Brief: Lines containing the word "strokeStyle" are the ones to copy from the records below.

━━ Data for this task

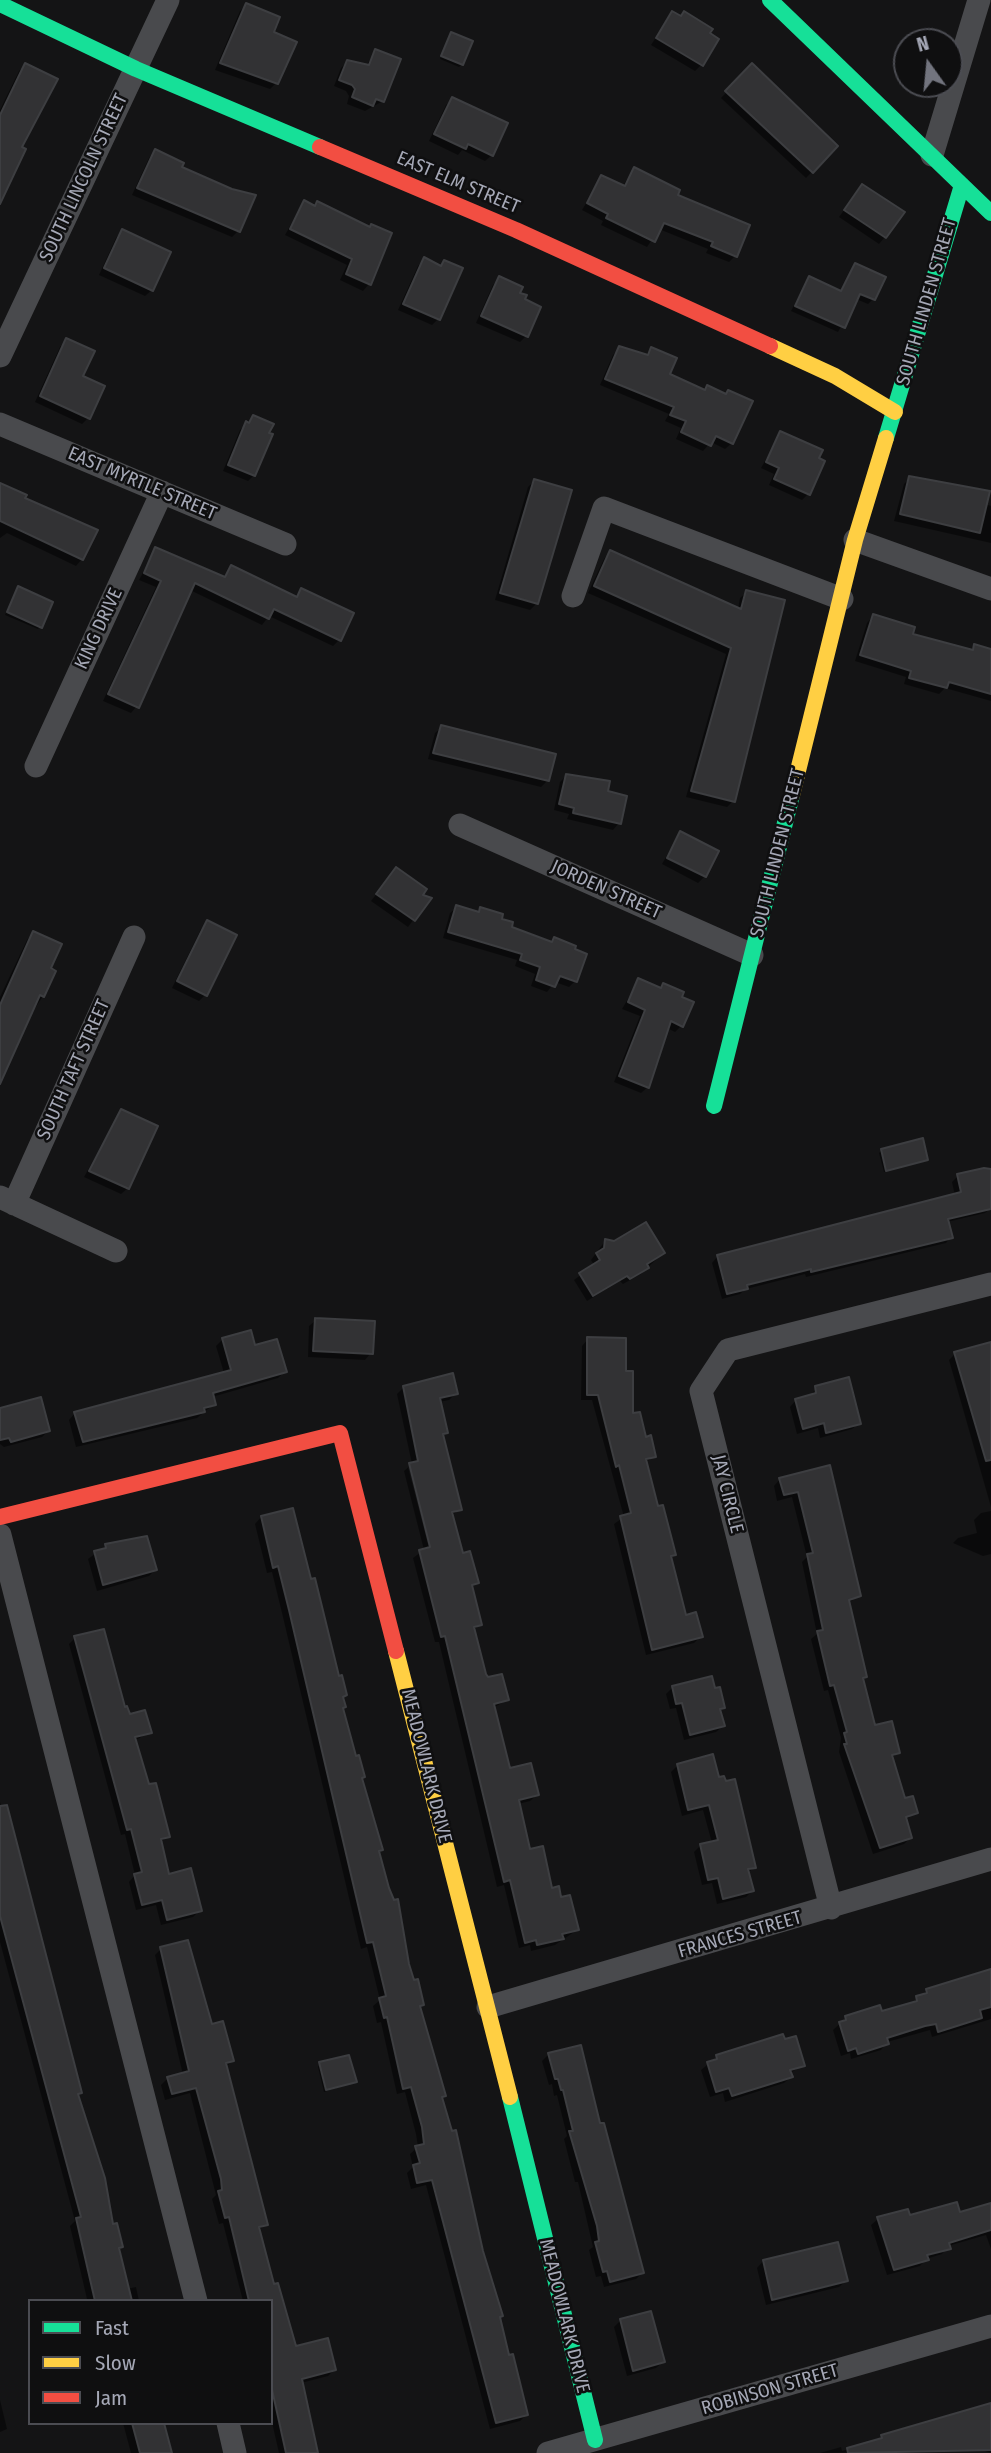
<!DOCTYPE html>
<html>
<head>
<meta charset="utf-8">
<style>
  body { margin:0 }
  #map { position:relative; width:991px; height:2453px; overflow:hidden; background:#141415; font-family:"Fira Sans Condensed",sans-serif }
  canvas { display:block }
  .legend { position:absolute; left:28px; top:2299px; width:245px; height:126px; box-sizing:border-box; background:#0f0f10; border:2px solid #4b4c52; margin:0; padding:9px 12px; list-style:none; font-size:21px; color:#a5a8b6 }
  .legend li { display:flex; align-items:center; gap:14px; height:35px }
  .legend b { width:35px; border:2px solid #4b4c52 }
  .north { position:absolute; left:893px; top:28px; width:70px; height:70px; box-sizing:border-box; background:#0f0f10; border:2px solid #4b4c52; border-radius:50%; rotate:345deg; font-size:19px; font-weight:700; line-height:28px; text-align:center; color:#a5a8b6 }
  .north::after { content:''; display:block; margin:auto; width:24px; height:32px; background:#72747e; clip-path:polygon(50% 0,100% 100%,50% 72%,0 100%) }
</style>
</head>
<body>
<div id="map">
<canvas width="991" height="2453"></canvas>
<ul class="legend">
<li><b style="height:9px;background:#16e098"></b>Fast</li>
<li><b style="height:9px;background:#ffcf43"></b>Slow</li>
<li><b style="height:9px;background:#f24e42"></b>Jam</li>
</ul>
<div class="north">N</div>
</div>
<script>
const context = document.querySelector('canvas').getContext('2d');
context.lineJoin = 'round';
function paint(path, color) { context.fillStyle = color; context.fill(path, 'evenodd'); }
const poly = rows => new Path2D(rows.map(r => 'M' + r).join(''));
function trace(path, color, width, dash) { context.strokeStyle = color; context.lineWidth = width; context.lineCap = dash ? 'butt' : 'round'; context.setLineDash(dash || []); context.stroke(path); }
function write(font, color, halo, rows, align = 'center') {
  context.font = font + ' "Fira Sans Condensed",sans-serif'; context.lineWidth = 5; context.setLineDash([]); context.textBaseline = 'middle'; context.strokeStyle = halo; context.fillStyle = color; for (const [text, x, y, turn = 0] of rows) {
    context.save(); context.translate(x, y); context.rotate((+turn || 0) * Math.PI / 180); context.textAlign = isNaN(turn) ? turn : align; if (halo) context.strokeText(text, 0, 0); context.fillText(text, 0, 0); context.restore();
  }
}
paint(poly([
  [247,5,271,33,276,83,270,89,215,70,240,11],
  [672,13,701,65,695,71,651,45],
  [449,37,462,64,459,67,440,59],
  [376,51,383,101,365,111,347,104,349,96,346,91,334,86,341,68,347,62,366,66],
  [25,65,0,185,0,110,19,71],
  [752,66,836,147,806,178,721,98],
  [452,99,492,155,485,161,462,150,458,155,429,141,446,105],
  [155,151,179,168,238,231,232,237,132,195,149,158],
  [634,169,675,195,735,256,729,262,706,253,708,249,659,229,647,247,601,225,603,221,582,210,602,177,622,187],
  [862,186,885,237,879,244,839,217],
  [304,202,390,234,369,284,363,291,340,280,347,265,285,235],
  [122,231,152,290,145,296,99,275,116,238],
  [424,260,440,267,445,262,438,319,432,325,398,310,418,266],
  [855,265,873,299,868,304,856,299,838,332,791,311,809,278,839,292],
  [500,278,518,294,526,336,520,342,476,323,493,285],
  [67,340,81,377,88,418,82,424,35,402,60,347],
  [620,348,645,356,652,349,668,375,704,391,707,388,725,395,728,392,732,443,725,449,711,442,703,451,676,439,681,428,665,421,669,414,600,385,613,355],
  [253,417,254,475,248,481,223,471,240,430],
  [781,433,808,494,802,500,769,485,774,474,761,468],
  [910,478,991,506,991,543,894,521,904,484],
  [534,481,537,603,530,610,495,600,528,487],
  [0,486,82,559,76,566,7,533,0,538],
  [156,549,223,578,231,567,295,597,301,590,339,640,333,646,269,616,262,625,190,590,137,706,131,713,103,701,156,587,139,580],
  [610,552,738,609,740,598,747,592,733,801,727,807,686,797,726,654,588,593,604,559],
  [16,591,40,627,38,629,5,615],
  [873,616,911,636,970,651,975,646,991,651,991,701,945,688,939,694,904,684,906,677,855,661,867,623],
  [442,727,547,781,541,787,428,759,435,733],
  [566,776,605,793,619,823,613,830,567,819,569,814,554,810,560,782],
  [680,833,705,876,698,883,662,864],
  [396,869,420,896,429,899,408,927,371,901],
  [457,907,477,913,481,909,509,928,550,943,554,939,575,981,569,987,555,982,547,992,531,986,535,974,515,966,517,960,443,938,450,913],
  [207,923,205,995,199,1001,172,988,201,929],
  [33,933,49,969,43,996,22,1028,25,1029,0,1081,0,997,27,940],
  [639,980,659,989,663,985,680,998,681,1026,675,1032,667,1028,648,1087,641,1093,614,1082,640,1016,622,1009],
  [121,1111,128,1188,121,1194,84,1177],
  [882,1150,926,1160,884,1172,879,1153],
  [991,1170,991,1208,985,1213,947,1222,951,1237,946,1243,806,1277,805,1274,746,1289,740,1294,722,1299,712,1263,717,1257,955,1196,952,1182,958,1176],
  [605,1241,663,1253,641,1274,623,1284,620,1281,587,1301,574,1280,594,1265,591,1260],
  [316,1320,371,1353,365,1360,308,1357,309,1326],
  [588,1339,624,1372,631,1415,654,1456,645,1463,657,1508,674,1554,670,1558,685,1617,701,1636,694,1643,646,1655,614,1524,624,1517,592,1400,581,1400,582,1346],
  [222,1340,254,1347,285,1371,278,1378,212,1397,214,1404,197,1418,76,1447,69,1420,75,1413,224,1373,216,1346],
  [991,1344,991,1507,949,1360,955,1354],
  [404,1387,456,1393,449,1400,439,1402,446,1432,442,1437,460,1509,451,1516,461,1555,477,1582,471,1588,480,1624,473,1631,484,1675,507,1700,493,1708,509,1770,537,1795,530,1801,518,1804,529,1851,577,1930,555,1945,531,1951,530,1945,519,1948,504,1885,497,1887,439,1642,435,1642,413,1558,424,1550,404,1471,412,1464,397,1394],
  [408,1467,412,1467,434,1555,431,1556],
  [816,1388,859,1423,852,1429,820,1438,818,1428,797,1434,790,1407,796,1400,810,1397],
  [0,1410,48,1431,42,1437,4,1447,0,1444],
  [829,1467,859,1596,848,1603,865,1677,862,1680,874,1727,898,1752,891,1759,904,1800,916,1813,905,1820,910,1838,904,1844,873,1854,839,1752,841,1738,828,1690,824,1691,811,1639,817,1634,802,1562,807,1557,792,1497,777,1501,774,1486,780,1479],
  [991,1511,991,1554,983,1556,953,1543,958,1538,977,1533,974,1520,981,1513],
  [261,1517,345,1695,342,1698,342,1709,381,1849,378,1853,408,1965,422,2005,419,2008,444,2096,441,2099,508,2357,526,2415,520,2421,490,2429,426,2185,411,2189,407,2173,413,2167,410,2154,418,2147,416,2134,405,2092,397,2094,381,2022,377,2023,373,2006,380,2000,367,1947,361,1949,283,1617,272,1572,267,1573,255,1524],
  [106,1546,155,1570,149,1576,97,1591,88,1559],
  [75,1638,128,1716,150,1732,134,1741,168,1836,161,1842,168,1876,200,1910,193,1917,161,1925,156,1905,136,1910,129,1882,135,1875,125,1834,121,1835,69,1644],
  [673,1687,723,1707,719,1711,723,1726,716,1732,684,1740,676,1708,670,1709,666,1694],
  [678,1765,718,1779,754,1867,748,1873,752,1891,746,1897,717,1904,712,1883,702,1885,694,1852,700,1846,712,1843,703,1810,682,1816,671,1772],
  [0,1802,80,2092,76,2096,112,2226,116,2225,127,2289,136,2287,139,2301,84,2301,87,2299,70,2226,75,2221,0,1942],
  [161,1949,232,2061,225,2068,266,2224,258,2231,274,2292,295,2348,334,2370,328,2376,301,2383,316,2453,279,2453,271,2418,271,2301,243,2301,223,2223,219,2224,212,2199,216,2195,190,2093,165,2100,161,2085,168,2078,183,2075,155,1955],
  [991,1971,991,2019,932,2037,930,2030,887,2042,881,2050,851,2059,850,2053,841,2056,833,2030,846,2018,881,2014,910,2005,927,1990],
  [549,2054,599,2126,642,2273,636,2279,604,2287,601,2276,596,2277,589,2250,593,2247,578,2182,575,2182,564,2139,567,2136,557,2095,554,2096,552,2084,549,2085,542,2061],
  [717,2057,803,2065,790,2073,791,2077,784,2083,725,2102,723,2093,710,2097,701,2070],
  [320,2064,355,2082,324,2092,318,2067],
  [991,2205,991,2249,986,2235,948,2246,942,2254,926,2259,920,2266,887,2275,871,2225,878,2219,907,2211,909,2217,959,2214],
  [763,2261,846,2281,839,2287,766,2305,757,2268],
  [620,2321,663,2362,656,2368,627,2376,614,2327],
  [0,2400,7,2429,0,2432],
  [991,2404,991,2453,982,2450,820,2453,841,2447,842,2451],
  [123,2423,163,2423,170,2453,131,2453]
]), '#0007');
const building = poly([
  [246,3,280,17,274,32,297,42,278,84,220,63,246,3],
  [672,11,681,16,684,11,713,29,710,33,719,39,703,66,656,38,672,11],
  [451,32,473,41,463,65,441,56,451,32],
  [375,49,401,59,384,102,376,99,373,106,352,97,355,89,352,85,339,80,347,60,369,65,375,49],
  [25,63,58,79,22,147,26,149,0,204,0,115,25,63],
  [752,63,838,146,813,173,725,91,752,63],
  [452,97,508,123,493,156,468,144,466,149,434,134,452,97],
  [155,149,184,163,182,167,232,189,256,195,240,232,137,188,155,149],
  [634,167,680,190,678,195,750,225,737,257,711,246,713,242,664,223,655,242,606,218,608,214,587,203,601,175,625,186,634,167],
  [862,184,905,212,886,238,844,210,862,184],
  [304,200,315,206,317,201,370,227,371,224,392,233,371,285,346,274,352,259,290,229,304,200],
  [122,229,171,252,153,291,104,268,122,229],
  [424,257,441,266,444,260,463,268,440,320,403,304,424,257],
  [855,263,886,277,875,300,860,294,845,328,795,306,809,276,841,291,855,263],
  [499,276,523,287,520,293,527,295,525,299,541,307,528,337,481,316,499,276],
  [66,338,95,351,83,376,105,386,90,419,40,396,66,338],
  [619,346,648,355,651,347,677,358,670,374,705,390,707,385,726,394,728,390,753,401,733,444,716,436,711,446,681,432,686,421,670,415,674,407,605,379,619,346],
  [253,415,274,424,269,433,273,434,255,476,228,465,246,421,249,423,253,415],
  [780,431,823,450,819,458,825,461,810,495,774,479,779,468,766,462,780,431],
  [909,476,990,491,980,533,900,514,909,476],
  [534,479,572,490,538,604,500,593,534,479],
  [0,483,27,495,25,498,98,530,83,560,0,521,0,483],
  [155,547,225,577,231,565,297,597,301,588,354,613,341,641,274,609,269,619,195,583,139,708,108,694,161,581,144,573,155,547],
  [610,550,741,609,746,590,785,600,735,802,691,791,731,648,594,586,610,550],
  [18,586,53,602,42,628,7,612,18,586],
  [873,614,915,627,913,634,973,650,974,644,991,649,991,694,949,682,947,688,909,678,911,671,860,655,873,614],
  [441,725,556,754,549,781,433,753,441,725],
  [566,774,610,781,608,791,627,796,621,824,573,813,574,808,559,804,566,774],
  [680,831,719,851,706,877,667,858,680,831],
  [396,867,427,889,423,895,432,898,415,921,376,894,396,867],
  [456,905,479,912,480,907,503,914,502,919,513,922,512,927,552,942,554,937,576,946,575,949,587,954,577,982,560,976,555,987,536,980,540,967,520,960,522,954,448,932,456,905],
  [207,920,237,935,207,996,177,981,207,920],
  [33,931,62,944,51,968,56,971,44,997,40,995,0,1084,0,1005,33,931],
  [638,978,661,988,663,983,684,992,682,997,694,1002,683,1027,671,1021,649,1088,619,1076,645,1010,628,1002,638,978],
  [121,1109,158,1126,129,1189,89,1171,121,1109],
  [923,1138,928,1160,886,1171,881,1149,923,1138],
  [984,1168,991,1169,991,1209,948,1219,953,1238,811,1272,811,1269,747,1285,748,1289,727,1294,717,1255,961,1192,957,1174,984,1168],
  [646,1222,665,1253,647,1264,649,1268,630,1279,627,1276,593,1296,579,1273,600,1260,596,1253,604,1248,605,1239,614,1241,646,1222],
  [315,1318,375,1321,373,1354,313,1351,315,1318],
  [251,1330,255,1345,277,1339,287,1372,213,1393,216,1405,204,1408,205,1412,83,1442,74,1412,231,1370,222,1338,251,1330],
  [587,1337,626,1338,626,1371,633,1371,633,1413,640,1412,646,1437,651,1435,656,1457,646,1459,658,1506,663,1505,676,1555,671,1556,686,1615,696,1612,703,1637,652,1650,620,1516,631,1513,619,1465,616,1467,598,1395,587,1395,587,1337],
  [991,1342,991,1460,986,1461,954,1352,991,1342],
  [453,1373,458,1394,440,1398,448,1433,443,1434,462,1510,452,1512,463,1553,470,1551,479,1583,472,1585,482,1625,474,1627,486,1674,488,1677,502,1674,509,1700,494,1704,510,1768,531,1763,539,1795,519,1800,530,1849,543,1846,552,1888,559,1886,561,1897,570,1895,579,1930,562,1934,564,1939,537,1945,536,1940,525,1943,510,1880,504,1882,445,1636,441,1637,419,1550,430,1547,409,1463,418,1461,403,1386,453,1373],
  [849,1377,861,1424,826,1433,824,1423,803,1429,795,1399,816,1393,815,1386,849,1377],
  [41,1397,50,1431,11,1442,9,1438,0,1440,0,1408,41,1397],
  [830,1465,861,1596,849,1600,867,1677,863,1678,875,1725,892,1721,900,1753,892,1755,905,1798,913,1796,918,1813,906,1817,912,1838,880,1848,844,1744,847,1744,844,1733,847,1732,834,1685,830,1686,817,1631,823,1630,807,1554,813,1553,798,1492,784,1495,779,1478,830,1465],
  [293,1508,311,1579,315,1578,339,1676,342,1675,347,1695,343,1697,346,1707,343,1708,356,1756,359,1755,365,1777,362,1778,383,1850,379,1851,389,1888,394,1900,398,1899,409,1964,414,1980,418,1979,424,2005,420,2006,446,2096,442,2097,452,2131,456,2130,483,2251,503,2316,500,2317,509,2355,513,2354,528,2415,496,2423,432,2180,417,2183,413,2165,420,2163,415,2146,424,2144,422,2127,411,2087,403,2089,387,2017,384,2018,379,1998,386,1996,373,1942,367,1943,289,1610,278,1566,273,1568,261,1516,293,1508],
  [147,1536,157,1570,103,1585,94,1551,106,1548,105,1544,147,1536],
  [104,1629,125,1707,127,1706,130,1714,145,1710,152,1733,135,1737,149,1784,156,1783,170,1837,161,1839,169,1874,191,1868,202,1911,167,1920,162,1900,142,1905,134,1874,142,1872,131,1829,127,1830,74,1636,104,1629],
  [712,1676,715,1688,720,1687,725,1708,720,1709,725,1726,690,1735,682,1703,676,1704,672,1686,712,1676],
  [713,1754,719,1777,724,1776,726,1781,735,1779,756,1868,748,1869,754,1891,723,1899,718,1878,708,1880,700,1844,718,1840,709,1805,688,1810,677,1764,713,1754],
  [7,1805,82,2093,78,2094,105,2178,113,2224,117,2223,123,2247,119,2248,132,2301,95,2301,76,2218,81,2217,0,1916,0,1806,7,1805],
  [188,1940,212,2024,223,2021,234,2061,226,2063,268,2225,259,2227,274,2284,278,2283,296,2346,328,2338,336,2370,302,2379,318,2453,286,2453,271,2385,271,2301,249,2301,229,2217,225,2218,218,2191,222,2190,221,2179,196,2088,172,2094,167,2077,189,2071,160,1947,188,1940],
  [991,1969,991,2007,980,2010,982,2018,938,2032,936,2024,925,2026,887,2038,889,2044,858,2054,856,2048,848,2051,839,2022,846,2020,845,2016,880,2005,882,2011,917,2001,916,1996,927,1993,926,1989,991,1969],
  [783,2034,785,2039,796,2036,805,2066,790,2070,793,2077,732,2096,729,2088,716,2092,707,2062,717,2059,716,2055,783,2034],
  [581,2045,600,2123,604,2123,644,2273,610,2282,607,2271,603,2272,595,2242,599,2241,597,2226,569,2131,573,2131,563,2090,561,2090,558,2079,555,2079,548,2053,581,2045],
  [349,2055,357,2082,326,2090,319,2062,349,2055],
  [957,2202,960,2212,991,2203,991,2230,949,2243,951,2249,927,2255,929,2260,894,2270,877,2217,908,2209,910,2215,957,2202],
  [838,2242,848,2281,772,2300,763,2260,838,2242],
  [651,2311,665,2362,633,2371,620,2319,651,2311],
  [991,2403,991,2450,848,2453,847,2448,882,2438,881,2435,991,2403],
  [132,2423,164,2423,172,2453,140,2453,132,2423]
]);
paint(building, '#323234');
trace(building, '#3d3e41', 2);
trace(poly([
  [932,155,979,0],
  [0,356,168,0],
  [0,424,285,544],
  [855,540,991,589],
  [573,596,604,508,842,599],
  [36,766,162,492],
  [460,825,752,955],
  [0,1197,116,1251],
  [14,1204,134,937],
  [0,1535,196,2301],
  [831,1908,701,1391,728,1350,991,1284],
  [488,2007,991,1859],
  [228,2423,235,2453],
  [548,2453,991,2326]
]), '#494a4d', 23);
trace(poly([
  [770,0,991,213],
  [0,4,136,69,320,147],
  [886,438,962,185],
  [714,1106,792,795],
  [510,2097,595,2440]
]), '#16e098', 16);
trace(poly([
  [770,346,835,376,895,412],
  [792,795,855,540,886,438],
  [396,1651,510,2097]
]), '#ffcf43', 16);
trace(poly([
  [320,147,516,230,770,346],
  [0,1517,340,1433,396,1651]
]), '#f24e42', 16);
write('19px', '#a5a8b6', '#0f0f10', [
  ["SOUTH LINCOLN STREET",84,178,-65],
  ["EAST ELM STREET",458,183,23],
  ["SOUTH LINDEN STREET",927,302,-74],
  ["EAST MYRTLE STREET",142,484,23],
  ["KING DRIVE",99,629,-65],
  ["SOUTH LINDEN STREET",778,853,-76],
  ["JORDEN STREET",606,890,24],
  ["SOUTH TAFT STREET",74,1070,-66],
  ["JAY CIRCLE",727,1494,76],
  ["MEADOWLARK DRIVE",426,1766,76],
  ["FRANCES STREET",740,1935,-16],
  ["MEADOWLARK DRIVE",564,2316,76],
  ["ROBINSON STREET",770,2390,-16]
]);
</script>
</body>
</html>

━━━━

Task result:
function trace(path, color, width, dash) { context.strokeStyle = color; context.lineWidth = width; context.lineCap = dash ? 'butt' : 'round'; context.setLineDash(dash || []); context.stroke(path); }
  context.font = font + ' "Fira Sans Condensed",sans-serif'; context.lineWidth = 5; context.setLineDash([]); context.textBaseline = 'middle'; context.strokeStyle = halo; context.fillStyle = color; for (const [text, x, y, turn = 0] of rows) {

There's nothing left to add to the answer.